TVS-882ST3: QNAP stellt hochpreisiges NAS mit 2,5-Zoll Schächten vor

Der NAS-Hersteller QNAP hat sein Produktsortiment um das TVS-882ST3-NAS ergänzt. Es soll mit Thunderbolt-3-Anschluss und Core-i7-CPU besonders für den KMU-Bereich und leistungsintensive Anwendungsszenarien geeignet sein. Die zwei Netzwerkbuchsen des Systems sind für 10 Gigabit schnelle Datenübertragung ausgelegt, wie es in der Produktvorstellung(öffnet im neuen Fenster) heißt.

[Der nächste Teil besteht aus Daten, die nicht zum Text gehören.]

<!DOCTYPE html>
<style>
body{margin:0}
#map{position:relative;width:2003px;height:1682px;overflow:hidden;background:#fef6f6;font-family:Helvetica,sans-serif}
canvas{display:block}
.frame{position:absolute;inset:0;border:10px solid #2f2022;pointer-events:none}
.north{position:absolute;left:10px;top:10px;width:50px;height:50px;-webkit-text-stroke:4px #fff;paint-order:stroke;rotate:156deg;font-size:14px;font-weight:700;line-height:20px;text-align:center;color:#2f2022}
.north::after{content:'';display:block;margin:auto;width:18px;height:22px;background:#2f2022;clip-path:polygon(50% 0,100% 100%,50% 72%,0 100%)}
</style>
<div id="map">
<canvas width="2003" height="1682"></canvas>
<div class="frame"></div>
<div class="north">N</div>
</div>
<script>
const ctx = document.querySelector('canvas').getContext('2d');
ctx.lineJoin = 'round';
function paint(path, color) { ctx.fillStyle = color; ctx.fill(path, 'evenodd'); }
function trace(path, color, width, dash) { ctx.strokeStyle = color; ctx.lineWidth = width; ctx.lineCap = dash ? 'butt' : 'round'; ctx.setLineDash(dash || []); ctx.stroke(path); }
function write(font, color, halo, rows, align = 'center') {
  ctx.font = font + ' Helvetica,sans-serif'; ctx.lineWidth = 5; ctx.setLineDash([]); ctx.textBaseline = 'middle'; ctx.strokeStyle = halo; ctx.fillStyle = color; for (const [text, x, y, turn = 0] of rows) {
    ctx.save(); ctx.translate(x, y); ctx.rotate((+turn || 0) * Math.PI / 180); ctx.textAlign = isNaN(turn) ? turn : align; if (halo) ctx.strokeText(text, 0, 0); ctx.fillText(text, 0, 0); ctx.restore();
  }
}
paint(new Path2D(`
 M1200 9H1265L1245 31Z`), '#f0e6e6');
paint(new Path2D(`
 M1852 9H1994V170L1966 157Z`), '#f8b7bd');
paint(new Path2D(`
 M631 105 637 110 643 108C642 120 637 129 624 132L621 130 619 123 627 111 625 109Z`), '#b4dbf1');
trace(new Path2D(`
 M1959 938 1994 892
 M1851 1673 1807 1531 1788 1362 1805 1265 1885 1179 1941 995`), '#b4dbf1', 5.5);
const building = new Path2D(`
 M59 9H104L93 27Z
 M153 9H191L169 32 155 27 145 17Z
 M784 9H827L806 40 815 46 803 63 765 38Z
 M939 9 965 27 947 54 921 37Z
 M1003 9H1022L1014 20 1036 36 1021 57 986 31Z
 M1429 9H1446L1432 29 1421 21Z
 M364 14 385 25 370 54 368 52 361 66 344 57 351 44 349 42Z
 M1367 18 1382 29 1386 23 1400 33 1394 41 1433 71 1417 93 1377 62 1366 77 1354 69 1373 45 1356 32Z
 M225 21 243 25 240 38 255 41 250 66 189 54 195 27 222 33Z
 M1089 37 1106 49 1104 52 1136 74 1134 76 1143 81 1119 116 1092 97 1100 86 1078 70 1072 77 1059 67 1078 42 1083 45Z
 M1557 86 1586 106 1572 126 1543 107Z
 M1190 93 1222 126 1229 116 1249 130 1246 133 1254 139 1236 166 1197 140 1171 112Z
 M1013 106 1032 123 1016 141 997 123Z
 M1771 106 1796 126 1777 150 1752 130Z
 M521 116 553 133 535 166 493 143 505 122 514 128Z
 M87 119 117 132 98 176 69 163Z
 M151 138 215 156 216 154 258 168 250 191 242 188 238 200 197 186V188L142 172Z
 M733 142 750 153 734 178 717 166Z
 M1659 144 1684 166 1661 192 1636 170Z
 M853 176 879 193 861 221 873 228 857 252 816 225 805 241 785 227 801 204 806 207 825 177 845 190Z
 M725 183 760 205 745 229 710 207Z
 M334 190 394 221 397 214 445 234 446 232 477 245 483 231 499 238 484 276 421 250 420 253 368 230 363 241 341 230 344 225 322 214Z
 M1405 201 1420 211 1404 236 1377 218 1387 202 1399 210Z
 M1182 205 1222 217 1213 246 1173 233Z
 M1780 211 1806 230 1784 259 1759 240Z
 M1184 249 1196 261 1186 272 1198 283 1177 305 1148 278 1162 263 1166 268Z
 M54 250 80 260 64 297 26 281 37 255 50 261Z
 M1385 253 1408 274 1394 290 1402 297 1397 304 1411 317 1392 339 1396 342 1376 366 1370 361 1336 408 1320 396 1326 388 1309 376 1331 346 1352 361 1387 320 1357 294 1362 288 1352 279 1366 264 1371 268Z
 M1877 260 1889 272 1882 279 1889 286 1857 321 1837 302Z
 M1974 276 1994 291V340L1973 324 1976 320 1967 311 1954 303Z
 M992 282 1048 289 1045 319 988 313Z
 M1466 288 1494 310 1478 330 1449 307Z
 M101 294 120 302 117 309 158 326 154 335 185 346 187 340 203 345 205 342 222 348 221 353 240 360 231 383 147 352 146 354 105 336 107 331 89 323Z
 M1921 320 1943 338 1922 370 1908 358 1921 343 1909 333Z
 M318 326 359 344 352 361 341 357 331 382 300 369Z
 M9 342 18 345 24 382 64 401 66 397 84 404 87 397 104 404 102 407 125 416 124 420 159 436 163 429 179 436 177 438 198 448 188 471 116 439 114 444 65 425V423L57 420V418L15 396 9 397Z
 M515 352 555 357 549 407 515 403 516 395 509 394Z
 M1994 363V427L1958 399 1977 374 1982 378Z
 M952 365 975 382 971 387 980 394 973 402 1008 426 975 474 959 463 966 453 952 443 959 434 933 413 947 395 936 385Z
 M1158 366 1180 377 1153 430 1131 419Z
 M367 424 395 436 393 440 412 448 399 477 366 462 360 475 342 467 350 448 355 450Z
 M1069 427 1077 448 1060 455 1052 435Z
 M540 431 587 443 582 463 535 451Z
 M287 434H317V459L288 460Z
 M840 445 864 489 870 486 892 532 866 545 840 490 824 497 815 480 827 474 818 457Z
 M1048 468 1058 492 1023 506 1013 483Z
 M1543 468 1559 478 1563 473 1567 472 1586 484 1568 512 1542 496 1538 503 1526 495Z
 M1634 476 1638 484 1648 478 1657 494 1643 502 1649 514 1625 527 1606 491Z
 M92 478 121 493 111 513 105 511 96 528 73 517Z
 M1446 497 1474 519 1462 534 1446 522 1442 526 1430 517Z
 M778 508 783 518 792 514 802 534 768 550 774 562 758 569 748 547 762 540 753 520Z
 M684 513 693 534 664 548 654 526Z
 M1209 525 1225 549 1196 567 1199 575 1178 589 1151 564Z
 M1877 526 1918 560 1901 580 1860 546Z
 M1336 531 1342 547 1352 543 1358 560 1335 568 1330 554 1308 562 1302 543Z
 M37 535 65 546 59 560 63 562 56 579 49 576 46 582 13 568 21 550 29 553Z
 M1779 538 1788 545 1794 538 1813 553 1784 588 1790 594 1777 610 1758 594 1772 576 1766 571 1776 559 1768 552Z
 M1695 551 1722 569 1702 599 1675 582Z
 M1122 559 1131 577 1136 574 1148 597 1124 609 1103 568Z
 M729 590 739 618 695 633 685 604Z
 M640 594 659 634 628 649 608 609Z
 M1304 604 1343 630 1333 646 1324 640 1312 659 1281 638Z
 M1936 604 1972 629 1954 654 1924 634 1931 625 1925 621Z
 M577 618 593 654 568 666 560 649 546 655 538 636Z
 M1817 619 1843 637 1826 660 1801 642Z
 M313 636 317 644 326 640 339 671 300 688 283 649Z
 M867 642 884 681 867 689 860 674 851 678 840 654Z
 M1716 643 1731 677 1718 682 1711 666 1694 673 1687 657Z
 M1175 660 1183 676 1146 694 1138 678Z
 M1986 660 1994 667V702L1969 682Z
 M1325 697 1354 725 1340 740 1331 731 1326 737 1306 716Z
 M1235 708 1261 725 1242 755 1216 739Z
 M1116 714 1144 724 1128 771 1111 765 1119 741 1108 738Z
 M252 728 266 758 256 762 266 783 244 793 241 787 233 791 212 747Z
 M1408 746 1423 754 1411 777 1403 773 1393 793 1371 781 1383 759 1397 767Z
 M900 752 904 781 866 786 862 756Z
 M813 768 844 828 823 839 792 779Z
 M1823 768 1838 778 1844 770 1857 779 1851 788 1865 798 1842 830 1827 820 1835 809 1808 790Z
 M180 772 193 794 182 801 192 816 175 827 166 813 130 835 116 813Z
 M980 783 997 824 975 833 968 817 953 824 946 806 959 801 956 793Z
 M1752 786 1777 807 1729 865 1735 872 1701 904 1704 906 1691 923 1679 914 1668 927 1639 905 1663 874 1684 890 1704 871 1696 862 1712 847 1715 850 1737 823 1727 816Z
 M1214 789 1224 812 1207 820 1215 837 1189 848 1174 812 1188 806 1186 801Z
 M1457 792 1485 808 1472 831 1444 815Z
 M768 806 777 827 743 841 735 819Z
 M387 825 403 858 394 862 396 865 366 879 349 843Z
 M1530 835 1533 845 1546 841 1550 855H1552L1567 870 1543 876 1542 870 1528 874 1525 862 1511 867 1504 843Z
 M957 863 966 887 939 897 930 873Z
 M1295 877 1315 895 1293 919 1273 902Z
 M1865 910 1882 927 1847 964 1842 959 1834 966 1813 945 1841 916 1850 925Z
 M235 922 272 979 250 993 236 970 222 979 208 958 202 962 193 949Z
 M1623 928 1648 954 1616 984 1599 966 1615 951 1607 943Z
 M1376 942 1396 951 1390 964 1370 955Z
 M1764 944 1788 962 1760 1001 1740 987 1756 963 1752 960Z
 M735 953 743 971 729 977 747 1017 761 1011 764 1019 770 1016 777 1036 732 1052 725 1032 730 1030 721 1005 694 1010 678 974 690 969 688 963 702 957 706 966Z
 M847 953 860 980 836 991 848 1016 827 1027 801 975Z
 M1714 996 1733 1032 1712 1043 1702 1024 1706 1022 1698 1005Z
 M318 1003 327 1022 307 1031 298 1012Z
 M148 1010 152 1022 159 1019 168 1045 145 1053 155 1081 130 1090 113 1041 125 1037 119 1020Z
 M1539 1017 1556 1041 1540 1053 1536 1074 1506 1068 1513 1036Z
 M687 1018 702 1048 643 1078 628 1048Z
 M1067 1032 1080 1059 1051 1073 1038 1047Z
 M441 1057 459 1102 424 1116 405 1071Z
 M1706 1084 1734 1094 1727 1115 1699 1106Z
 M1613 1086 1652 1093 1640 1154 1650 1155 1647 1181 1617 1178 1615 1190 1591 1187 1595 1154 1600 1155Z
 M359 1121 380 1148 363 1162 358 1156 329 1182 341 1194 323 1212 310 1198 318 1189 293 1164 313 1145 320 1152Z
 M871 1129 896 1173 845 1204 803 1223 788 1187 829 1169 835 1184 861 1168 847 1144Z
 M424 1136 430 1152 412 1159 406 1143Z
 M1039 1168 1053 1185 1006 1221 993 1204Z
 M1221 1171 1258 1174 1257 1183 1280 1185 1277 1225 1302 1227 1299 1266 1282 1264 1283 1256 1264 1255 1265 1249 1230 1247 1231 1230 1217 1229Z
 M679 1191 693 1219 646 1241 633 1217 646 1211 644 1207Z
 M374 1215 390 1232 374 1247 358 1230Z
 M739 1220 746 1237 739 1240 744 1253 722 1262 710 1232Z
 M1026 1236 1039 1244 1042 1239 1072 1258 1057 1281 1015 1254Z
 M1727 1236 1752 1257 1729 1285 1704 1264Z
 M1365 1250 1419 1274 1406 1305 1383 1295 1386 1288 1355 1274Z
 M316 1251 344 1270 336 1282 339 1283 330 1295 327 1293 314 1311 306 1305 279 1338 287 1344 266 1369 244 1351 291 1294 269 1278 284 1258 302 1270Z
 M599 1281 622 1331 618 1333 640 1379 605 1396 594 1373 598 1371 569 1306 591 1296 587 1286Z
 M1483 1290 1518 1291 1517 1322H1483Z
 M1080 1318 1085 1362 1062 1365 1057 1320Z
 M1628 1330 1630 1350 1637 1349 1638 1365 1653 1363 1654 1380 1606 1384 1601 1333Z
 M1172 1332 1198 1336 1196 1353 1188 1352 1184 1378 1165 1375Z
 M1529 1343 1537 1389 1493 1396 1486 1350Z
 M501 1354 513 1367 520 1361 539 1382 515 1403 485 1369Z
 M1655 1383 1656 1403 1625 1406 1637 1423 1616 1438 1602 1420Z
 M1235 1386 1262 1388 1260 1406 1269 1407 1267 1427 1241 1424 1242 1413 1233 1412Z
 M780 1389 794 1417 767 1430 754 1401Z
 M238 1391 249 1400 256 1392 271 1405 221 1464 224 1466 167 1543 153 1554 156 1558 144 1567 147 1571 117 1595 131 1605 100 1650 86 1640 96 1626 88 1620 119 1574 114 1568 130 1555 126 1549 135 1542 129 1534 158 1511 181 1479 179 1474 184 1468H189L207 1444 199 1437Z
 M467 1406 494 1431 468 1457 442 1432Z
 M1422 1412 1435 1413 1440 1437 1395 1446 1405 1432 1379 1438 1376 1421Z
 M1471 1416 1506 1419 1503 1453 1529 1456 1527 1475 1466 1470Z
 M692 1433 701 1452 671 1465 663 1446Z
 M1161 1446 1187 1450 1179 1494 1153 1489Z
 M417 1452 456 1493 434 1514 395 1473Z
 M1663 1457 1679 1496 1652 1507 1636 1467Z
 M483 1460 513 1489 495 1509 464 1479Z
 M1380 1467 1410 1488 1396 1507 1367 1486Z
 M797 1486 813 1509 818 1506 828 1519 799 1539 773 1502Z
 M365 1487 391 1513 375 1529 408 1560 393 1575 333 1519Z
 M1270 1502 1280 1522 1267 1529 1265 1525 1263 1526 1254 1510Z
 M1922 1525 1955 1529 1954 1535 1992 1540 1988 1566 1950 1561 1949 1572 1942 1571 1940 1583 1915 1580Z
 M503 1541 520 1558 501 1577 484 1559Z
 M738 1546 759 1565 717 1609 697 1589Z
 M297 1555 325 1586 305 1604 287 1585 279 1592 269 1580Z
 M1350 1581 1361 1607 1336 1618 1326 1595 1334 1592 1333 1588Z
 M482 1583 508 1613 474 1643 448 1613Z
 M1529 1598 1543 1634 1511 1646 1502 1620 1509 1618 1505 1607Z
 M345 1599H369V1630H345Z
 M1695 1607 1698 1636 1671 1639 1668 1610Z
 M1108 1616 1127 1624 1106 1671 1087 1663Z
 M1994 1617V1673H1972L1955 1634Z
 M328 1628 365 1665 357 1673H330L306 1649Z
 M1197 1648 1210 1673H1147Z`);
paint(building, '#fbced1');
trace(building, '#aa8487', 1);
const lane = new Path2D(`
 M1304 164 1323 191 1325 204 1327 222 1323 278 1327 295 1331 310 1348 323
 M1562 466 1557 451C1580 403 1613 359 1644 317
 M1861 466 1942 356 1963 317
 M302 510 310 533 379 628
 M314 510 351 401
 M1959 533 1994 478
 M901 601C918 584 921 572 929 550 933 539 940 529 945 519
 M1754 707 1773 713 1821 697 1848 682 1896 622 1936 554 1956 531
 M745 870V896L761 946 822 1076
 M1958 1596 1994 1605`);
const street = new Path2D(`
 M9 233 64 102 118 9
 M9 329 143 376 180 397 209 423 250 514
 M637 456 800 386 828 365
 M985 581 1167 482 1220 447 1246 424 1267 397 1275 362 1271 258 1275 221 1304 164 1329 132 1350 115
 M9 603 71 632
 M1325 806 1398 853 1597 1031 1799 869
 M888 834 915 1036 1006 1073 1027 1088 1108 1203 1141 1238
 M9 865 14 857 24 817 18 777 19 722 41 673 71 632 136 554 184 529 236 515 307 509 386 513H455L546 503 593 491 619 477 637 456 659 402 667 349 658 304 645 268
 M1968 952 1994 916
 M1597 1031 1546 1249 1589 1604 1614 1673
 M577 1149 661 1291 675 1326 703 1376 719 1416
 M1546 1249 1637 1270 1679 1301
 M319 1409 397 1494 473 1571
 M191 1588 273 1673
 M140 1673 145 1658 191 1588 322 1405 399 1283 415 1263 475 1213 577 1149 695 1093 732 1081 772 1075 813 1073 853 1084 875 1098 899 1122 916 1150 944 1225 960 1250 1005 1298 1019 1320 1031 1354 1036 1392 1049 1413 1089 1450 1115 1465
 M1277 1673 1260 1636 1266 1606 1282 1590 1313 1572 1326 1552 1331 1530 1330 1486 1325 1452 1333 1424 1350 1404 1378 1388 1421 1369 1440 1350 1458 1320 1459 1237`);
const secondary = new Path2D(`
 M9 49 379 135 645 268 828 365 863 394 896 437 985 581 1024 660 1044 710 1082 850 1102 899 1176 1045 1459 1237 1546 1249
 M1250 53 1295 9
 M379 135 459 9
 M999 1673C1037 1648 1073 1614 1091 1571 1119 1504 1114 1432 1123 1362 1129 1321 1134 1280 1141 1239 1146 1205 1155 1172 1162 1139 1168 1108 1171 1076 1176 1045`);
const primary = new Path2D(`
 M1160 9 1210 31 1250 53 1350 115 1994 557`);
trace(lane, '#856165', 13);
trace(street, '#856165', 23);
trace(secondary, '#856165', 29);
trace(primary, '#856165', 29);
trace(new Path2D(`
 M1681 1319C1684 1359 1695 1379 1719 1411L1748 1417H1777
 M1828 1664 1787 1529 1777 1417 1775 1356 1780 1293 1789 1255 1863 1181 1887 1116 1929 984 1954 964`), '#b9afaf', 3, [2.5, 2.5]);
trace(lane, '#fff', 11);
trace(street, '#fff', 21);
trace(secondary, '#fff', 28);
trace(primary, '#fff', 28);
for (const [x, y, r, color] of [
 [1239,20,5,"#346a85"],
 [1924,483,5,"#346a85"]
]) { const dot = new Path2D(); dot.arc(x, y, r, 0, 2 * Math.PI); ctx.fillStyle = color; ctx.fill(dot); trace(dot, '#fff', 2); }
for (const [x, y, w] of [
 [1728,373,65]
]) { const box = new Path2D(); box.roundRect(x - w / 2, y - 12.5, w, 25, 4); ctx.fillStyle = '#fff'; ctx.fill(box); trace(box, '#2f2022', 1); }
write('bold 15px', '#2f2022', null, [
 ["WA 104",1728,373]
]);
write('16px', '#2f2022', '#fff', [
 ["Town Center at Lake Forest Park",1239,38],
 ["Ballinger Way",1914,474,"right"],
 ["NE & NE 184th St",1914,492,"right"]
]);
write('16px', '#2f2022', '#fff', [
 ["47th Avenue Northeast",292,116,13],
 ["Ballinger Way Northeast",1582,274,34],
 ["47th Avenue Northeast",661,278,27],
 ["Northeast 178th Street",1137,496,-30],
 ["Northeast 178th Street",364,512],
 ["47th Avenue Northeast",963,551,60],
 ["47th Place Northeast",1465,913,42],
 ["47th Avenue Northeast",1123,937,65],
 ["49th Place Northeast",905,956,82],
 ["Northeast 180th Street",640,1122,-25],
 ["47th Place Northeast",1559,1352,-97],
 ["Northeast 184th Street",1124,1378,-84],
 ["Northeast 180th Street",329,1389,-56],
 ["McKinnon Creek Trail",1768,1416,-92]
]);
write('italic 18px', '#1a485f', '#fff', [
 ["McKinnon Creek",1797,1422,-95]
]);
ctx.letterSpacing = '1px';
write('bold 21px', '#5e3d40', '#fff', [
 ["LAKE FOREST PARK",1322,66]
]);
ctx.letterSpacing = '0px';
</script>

Die acht Hot-Swap-Festplatteneinschübe des NAS sind für Laufwerke im 2,5-Zoll-Format ausgelegt. Das Gerät unterstützt Speichermedien mit M.2-Schnittstelle oder SATA-Interface mit SATA-6-Gbit/s-Geschwindigkeit. Als Prozessor stehen Vierkerner-Core-i5- oder Core-i7-Chips von Intel und 8 oder 16 GByte Arbeitsspeicher zur Verfügung. Außerdem verfügt das Gerät über einen USB-A-Anschluss mit USB-3.1-Geschwindigkeit und einen HDMI-1.4b-Ausgang. Dieser Bildschirmausgang ist beispielsweise für die von QNAP entwickelte Virtualisierungstechnik Q vPC wichtig.
NAS als Desktop-PC verwenden
Q vPC ermöglicht nämlich die Nutzung des NAS als eigenständigen Desktop-Computer. Das NAS kann dabei verschiedene Betriebssysteme wie Windows, Android oder Linux-Distributionen in einer virtuellen Maschine verwenden und gleichzeitig auf die gespeicherten Daten und Ressourcen zugreifen. Zusätzlich kann über Q vPC auf Systemeinstellungen des Gerätes zugegriffen werden; auch Docker-Container können gehostet werden.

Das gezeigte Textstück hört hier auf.